Sehr geehrter Herr Latteyer,

vielen Dank für Ihre Frage.

Der Bundestag hat am 17. Januar 2013 den Entwurf eines Gesetzes zur Regelung der betreuungsrechtlichen Einwilligung in eine ärztliche Zwangsmaßnahme verabschiedet. Auch die SPD-Bundestagsfraktion hat für den Gesetzentwurf in geänderter Fassung gestimmt.

Wir haben uns diese Entscheidung nicht leicht gemacht. Die Behandlung gegen den ausdrücklichen Willen des Patienten stellt einen erheblichen Grundrechtseingriff dar. Allerdings kann das Fehlen einer solchen Möglichkeit im Rahmen des Betreuungsrechtes dazu führen, dass Betroffene einen schwerwiegenden gesundheitlichen Schaden nehmen. Uns war es daher besonders wichtig, einen angemessenen Ausgleich zwischen dem Recht auf freie Selbstbestimmung auf der einen Seite und dem Recht auf Schutz vor einer gesundheitlichen Gefährdung auf der anderen Seite zu schaffen.

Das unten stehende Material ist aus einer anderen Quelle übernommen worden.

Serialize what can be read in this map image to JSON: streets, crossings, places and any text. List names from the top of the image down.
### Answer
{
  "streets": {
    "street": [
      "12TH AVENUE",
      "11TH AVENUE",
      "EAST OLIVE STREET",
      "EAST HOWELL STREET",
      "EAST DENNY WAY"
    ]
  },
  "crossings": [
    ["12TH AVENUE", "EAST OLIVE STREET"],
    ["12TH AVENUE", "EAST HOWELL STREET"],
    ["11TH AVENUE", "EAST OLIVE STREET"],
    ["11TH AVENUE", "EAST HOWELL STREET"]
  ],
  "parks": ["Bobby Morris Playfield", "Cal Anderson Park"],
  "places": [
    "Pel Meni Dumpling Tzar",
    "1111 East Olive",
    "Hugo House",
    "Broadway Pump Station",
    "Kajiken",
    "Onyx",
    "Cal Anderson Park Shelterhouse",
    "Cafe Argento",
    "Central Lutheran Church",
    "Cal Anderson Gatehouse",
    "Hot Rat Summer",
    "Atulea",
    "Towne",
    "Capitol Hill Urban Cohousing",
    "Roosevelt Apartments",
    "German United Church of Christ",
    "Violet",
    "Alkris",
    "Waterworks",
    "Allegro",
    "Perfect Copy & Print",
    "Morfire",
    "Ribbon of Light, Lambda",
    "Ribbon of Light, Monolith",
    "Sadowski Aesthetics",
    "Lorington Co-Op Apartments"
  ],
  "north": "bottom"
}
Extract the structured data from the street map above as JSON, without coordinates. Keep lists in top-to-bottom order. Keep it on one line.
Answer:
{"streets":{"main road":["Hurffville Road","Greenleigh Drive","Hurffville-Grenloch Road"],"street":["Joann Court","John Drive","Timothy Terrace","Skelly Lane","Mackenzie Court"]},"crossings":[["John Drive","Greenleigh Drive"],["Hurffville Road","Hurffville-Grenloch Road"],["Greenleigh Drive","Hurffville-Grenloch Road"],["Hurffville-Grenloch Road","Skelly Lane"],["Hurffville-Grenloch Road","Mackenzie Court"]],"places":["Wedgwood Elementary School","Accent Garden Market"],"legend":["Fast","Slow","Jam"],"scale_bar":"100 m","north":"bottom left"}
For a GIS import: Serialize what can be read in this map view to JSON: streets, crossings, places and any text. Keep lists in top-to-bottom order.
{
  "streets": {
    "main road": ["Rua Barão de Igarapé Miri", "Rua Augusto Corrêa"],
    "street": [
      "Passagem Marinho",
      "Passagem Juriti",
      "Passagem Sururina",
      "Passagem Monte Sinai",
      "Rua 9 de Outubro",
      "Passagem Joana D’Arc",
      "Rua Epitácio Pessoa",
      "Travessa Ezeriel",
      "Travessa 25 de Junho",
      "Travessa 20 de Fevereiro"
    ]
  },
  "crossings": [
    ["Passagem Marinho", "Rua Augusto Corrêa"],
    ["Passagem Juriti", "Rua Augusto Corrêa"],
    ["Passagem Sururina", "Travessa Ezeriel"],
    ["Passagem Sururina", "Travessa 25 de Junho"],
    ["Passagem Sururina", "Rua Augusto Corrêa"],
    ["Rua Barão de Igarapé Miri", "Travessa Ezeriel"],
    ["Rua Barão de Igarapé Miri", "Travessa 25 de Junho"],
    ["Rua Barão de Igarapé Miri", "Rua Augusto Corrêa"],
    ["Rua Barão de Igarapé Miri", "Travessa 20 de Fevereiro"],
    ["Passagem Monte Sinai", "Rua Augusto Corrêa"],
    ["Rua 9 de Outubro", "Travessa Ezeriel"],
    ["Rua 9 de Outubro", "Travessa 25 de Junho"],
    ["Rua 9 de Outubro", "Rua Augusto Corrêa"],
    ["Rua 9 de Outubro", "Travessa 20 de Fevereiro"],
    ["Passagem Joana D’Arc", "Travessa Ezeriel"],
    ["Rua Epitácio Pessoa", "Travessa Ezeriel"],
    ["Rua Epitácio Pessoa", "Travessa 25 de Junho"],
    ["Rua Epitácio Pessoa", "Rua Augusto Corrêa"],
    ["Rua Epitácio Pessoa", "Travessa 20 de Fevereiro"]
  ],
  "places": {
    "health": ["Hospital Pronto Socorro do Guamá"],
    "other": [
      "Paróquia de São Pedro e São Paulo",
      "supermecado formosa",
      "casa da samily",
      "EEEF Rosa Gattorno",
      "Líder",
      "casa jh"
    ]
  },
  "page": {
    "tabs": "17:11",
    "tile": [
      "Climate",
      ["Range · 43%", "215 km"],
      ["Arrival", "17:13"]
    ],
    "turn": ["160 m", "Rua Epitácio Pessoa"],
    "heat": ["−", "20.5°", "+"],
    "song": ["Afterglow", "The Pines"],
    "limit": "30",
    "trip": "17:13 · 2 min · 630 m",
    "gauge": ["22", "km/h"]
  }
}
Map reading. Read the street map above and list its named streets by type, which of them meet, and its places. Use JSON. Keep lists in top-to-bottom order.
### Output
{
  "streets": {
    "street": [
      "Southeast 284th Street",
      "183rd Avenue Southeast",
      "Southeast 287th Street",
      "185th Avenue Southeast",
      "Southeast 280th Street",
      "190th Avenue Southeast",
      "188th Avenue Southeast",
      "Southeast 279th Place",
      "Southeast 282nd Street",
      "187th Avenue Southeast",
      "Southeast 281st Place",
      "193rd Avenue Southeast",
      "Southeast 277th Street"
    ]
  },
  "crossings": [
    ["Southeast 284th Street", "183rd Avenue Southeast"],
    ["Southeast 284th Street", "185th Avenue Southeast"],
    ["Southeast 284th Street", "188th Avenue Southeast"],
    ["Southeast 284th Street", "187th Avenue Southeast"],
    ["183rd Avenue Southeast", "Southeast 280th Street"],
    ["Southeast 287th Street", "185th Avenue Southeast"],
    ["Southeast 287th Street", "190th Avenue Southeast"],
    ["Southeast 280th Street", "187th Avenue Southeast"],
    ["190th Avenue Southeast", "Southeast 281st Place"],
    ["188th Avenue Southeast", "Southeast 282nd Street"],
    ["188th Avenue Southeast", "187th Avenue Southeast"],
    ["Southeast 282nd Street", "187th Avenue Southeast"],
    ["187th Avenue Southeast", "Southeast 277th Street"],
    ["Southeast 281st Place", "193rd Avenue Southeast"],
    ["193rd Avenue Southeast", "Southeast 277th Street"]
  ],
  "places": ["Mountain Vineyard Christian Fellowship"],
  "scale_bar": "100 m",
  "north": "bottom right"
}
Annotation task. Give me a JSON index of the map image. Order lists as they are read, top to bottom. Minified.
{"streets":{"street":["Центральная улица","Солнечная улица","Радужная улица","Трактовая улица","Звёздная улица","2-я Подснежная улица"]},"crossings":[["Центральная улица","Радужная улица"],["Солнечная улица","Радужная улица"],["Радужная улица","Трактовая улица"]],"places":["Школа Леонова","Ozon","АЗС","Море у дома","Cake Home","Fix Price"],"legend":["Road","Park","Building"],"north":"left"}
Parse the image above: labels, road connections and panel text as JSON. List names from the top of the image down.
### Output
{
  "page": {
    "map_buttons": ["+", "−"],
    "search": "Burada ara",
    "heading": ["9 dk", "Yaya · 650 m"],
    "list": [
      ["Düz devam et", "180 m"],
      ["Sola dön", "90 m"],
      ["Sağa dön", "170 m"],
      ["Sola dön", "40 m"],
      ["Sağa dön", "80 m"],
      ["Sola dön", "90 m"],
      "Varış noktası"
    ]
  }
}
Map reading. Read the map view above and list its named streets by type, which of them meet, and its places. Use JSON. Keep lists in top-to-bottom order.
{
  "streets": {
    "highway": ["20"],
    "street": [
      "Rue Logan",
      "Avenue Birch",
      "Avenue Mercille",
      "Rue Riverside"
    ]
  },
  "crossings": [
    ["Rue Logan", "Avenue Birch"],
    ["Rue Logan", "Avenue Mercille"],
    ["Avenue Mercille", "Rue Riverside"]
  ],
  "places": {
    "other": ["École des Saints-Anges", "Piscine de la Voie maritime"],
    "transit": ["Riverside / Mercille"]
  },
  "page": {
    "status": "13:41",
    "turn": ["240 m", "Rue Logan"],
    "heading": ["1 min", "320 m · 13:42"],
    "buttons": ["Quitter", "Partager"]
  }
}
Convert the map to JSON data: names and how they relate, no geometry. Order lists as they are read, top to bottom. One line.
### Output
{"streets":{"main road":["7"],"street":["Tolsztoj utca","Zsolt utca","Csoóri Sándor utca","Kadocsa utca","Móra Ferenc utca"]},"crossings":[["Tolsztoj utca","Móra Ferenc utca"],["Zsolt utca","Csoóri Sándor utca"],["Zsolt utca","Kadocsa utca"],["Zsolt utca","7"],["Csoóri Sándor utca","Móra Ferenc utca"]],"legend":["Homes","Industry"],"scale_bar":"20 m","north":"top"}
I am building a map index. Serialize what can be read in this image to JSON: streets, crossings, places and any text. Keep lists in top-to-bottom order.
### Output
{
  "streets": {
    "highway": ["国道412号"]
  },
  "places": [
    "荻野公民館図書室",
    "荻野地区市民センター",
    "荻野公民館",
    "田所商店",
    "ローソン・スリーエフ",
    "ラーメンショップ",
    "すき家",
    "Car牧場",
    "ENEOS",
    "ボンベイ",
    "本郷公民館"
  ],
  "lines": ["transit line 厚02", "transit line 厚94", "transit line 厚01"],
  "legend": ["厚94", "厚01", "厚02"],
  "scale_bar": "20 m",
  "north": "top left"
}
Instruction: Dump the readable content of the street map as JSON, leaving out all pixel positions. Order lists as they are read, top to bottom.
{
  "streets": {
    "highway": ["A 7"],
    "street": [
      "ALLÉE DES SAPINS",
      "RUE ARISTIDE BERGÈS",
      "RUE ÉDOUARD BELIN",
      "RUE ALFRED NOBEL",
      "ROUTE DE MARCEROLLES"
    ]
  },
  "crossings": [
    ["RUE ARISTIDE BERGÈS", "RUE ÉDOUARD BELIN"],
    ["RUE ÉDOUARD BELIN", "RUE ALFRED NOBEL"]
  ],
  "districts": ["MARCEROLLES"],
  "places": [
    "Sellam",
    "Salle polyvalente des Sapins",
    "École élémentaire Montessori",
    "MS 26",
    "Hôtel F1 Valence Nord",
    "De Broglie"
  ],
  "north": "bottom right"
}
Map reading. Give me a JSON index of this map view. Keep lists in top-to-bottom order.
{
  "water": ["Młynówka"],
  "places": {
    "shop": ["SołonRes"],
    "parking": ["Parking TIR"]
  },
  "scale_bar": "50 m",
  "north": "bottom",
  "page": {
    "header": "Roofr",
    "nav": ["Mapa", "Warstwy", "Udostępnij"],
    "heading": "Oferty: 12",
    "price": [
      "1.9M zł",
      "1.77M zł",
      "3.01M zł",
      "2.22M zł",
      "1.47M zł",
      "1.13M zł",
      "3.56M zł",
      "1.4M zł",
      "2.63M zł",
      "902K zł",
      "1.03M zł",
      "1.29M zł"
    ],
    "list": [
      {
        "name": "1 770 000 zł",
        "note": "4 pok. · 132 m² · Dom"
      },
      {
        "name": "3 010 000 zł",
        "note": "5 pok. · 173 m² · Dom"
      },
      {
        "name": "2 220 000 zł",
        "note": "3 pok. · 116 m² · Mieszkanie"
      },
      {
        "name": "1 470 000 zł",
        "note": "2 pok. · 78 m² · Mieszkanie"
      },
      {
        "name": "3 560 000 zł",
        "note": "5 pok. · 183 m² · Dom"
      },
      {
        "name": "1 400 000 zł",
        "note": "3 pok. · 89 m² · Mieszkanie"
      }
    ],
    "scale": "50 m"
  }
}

Es ist uns gegen den anfänglichen Widerstand von CDU/CSU und FDP gelungen, die Durchführung eines ordentlichen Gesetzgebungsverfahrens durchzusetzen.

Im Zuge mehrerer Beratungen in dem damit befassten Ausschuss und Anhörungen von Experten konnte die SPD-Bundestagsfraktion einige wichtige Änderungen des ursprünglichen Gesetzentwurfs der Koalition durchsetzen. Dieser wies in seiner Ursprungsfassung deutlich zu geringe Hürden für die Anwendung medizinischer Zwangsmaßnahmen auf. Auf diese Weise konnten wir die Rechte der Betroffenen gestärkt werden.

Die Durchführung einer medizinischen Zwangsmaßnahme ist nun nur mit einer richterlichen Genehmigung möglich. Sie darf nur als letztes Mittel zur Abwendung eines drohenden erheblichen gesundheitlichen Schadens, der durch keine andere zumutbare Maßnahme abgewendet werden kann, angeordnet werden. Auch muss zuvor versucht worden sein, den Betreuten von der Notwendigkeit der ärztlichen Maßnahme zu überzeugen, um seine freiwillige Zustimmung zur Behandlung zu erreichen.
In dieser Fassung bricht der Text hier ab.